→ Problem
Could you filter the records below and return each line that holds "picture"?

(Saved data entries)

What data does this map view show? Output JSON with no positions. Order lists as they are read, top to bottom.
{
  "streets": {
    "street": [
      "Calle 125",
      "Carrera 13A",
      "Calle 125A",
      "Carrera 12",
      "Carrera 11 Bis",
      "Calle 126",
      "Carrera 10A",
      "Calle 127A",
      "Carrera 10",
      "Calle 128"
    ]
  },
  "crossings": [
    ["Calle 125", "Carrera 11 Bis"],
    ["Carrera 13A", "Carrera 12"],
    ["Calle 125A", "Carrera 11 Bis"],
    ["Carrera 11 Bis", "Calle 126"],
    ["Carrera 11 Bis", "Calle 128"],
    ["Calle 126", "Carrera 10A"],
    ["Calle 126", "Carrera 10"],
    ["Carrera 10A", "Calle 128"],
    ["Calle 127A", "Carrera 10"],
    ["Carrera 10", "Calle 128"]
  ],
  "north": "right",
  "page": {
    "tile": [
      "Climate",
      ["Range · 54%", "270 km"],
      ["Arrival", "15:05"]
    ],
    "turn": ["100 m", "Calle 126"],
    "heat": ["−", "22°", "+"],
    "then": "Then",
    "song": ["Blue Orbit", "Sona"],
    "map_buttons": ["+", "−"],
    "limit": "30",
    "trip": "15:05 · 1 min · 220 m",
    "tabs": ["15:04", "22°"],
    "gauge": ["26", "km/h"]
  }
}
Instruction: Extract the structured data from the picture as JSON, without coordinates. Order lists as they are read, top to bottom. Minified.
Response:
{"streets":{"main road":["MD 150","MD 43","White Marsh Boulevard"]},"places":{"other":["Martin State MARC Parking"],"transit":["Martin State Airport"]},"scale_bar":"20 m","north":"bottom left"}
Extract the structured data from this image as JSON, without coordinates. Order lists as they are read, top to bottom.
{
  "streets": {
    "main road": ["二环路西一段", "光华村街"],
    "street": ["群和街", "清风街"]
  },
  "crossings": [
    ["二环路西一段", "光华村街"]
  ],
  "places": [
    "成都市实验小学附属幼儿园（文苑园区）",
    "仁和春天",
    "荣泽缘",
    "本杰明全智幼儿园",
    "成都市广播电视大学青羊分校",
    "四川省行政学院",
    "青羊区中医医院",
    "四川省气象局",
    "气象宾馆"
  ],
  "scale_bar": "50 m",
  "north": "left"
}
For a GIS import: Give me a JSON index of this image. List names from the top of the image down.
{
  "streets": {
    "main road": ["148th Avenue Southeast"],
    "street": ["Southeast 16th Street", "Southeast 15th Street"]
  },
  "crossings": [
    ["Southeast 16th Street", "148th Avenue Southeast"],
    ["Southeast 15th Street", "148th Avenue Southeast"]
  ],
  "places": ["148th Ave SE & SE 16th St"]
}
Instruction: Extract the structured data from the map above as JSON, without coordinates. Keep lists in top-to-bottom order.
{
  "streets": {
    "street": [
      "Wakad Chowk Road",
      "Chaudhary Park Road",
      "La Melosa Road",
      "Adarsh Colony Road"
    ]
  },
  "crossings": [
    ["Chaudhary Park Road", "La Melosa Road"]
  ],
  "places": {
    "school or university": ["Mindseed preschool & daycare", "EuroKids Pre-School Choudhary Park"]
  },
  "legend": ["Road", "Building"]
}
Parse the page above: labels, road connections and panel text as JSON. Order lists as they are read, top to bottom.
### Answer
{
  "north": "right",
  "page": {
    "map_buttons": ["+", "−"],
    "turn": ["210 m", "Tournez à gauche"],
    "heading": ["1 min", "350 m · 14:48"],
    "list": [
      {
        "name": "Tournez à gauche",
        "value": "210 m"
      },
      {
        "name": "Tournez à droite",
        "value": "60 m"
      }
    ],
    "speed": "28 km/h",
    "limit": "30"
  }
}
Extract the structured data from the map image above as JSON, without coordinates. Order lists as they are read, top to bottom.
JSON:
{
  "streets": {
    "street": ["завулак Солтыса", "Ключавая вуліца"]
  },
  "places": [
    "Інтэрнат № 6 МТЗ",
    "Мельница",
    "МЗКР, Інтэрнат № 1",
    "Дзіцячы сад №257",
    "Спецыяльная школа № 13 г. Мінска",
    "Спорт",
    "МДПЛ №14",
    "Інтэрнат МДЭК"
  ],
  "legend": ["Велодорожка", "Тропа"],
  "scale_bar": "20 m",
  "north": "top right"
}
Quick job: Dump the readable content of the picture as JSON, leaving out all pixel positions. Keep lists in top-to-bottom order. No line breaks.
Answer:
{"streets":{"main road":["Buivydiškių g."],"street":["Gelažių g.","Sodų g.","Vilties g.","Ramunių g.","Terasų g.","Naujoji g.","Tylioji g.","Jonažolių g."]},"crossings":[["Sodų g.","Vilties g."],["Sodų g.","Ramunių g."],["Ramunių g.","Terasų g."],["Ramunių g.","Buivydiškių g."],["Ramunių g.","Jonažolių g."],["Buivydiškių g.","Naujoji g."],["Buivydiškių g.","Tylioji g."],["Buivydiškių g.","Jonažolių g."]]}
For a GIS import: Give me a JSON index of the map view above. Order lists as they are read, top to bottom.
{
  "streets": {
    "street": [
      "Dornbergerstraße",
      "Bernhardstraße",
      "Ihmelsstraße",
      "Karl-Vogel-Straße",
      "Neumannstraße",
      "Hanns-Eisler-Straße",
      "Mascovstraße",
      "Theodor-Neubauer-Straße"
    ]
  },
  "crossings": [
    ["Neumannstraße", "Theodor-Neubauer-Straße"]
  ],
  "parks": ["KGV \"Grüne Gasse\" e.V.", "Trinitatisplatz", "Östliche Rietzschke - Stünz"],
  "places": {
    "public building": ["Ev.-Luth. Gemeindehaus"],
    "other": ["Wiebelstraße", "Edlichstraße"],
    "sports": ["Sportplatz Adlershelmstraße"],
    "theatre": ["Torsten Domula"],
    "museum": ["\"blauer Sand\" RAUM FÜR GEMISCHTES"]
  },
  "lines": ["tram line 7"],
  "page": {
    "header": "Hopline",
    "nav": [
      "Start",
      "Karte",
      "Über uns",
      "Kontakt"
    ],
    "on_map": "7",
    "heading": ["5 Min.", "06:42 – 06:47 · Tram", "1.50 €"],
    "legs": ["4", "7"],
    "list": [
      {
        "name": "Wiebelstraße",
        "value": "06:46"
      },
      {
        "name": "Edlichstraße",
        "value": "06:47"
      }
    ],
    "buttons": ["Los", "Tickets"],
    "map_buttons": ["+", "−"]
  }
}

→ Expected answer
Instruction: Extract the structured data from the picture as JSON, without coordinates. Order lists as they are read, top to bottom. Minified.
Quick job: Dump the readable content of the picture as JSON, leaving out all pixel positions. Keep lists in top-to-bottom order. No line breaks.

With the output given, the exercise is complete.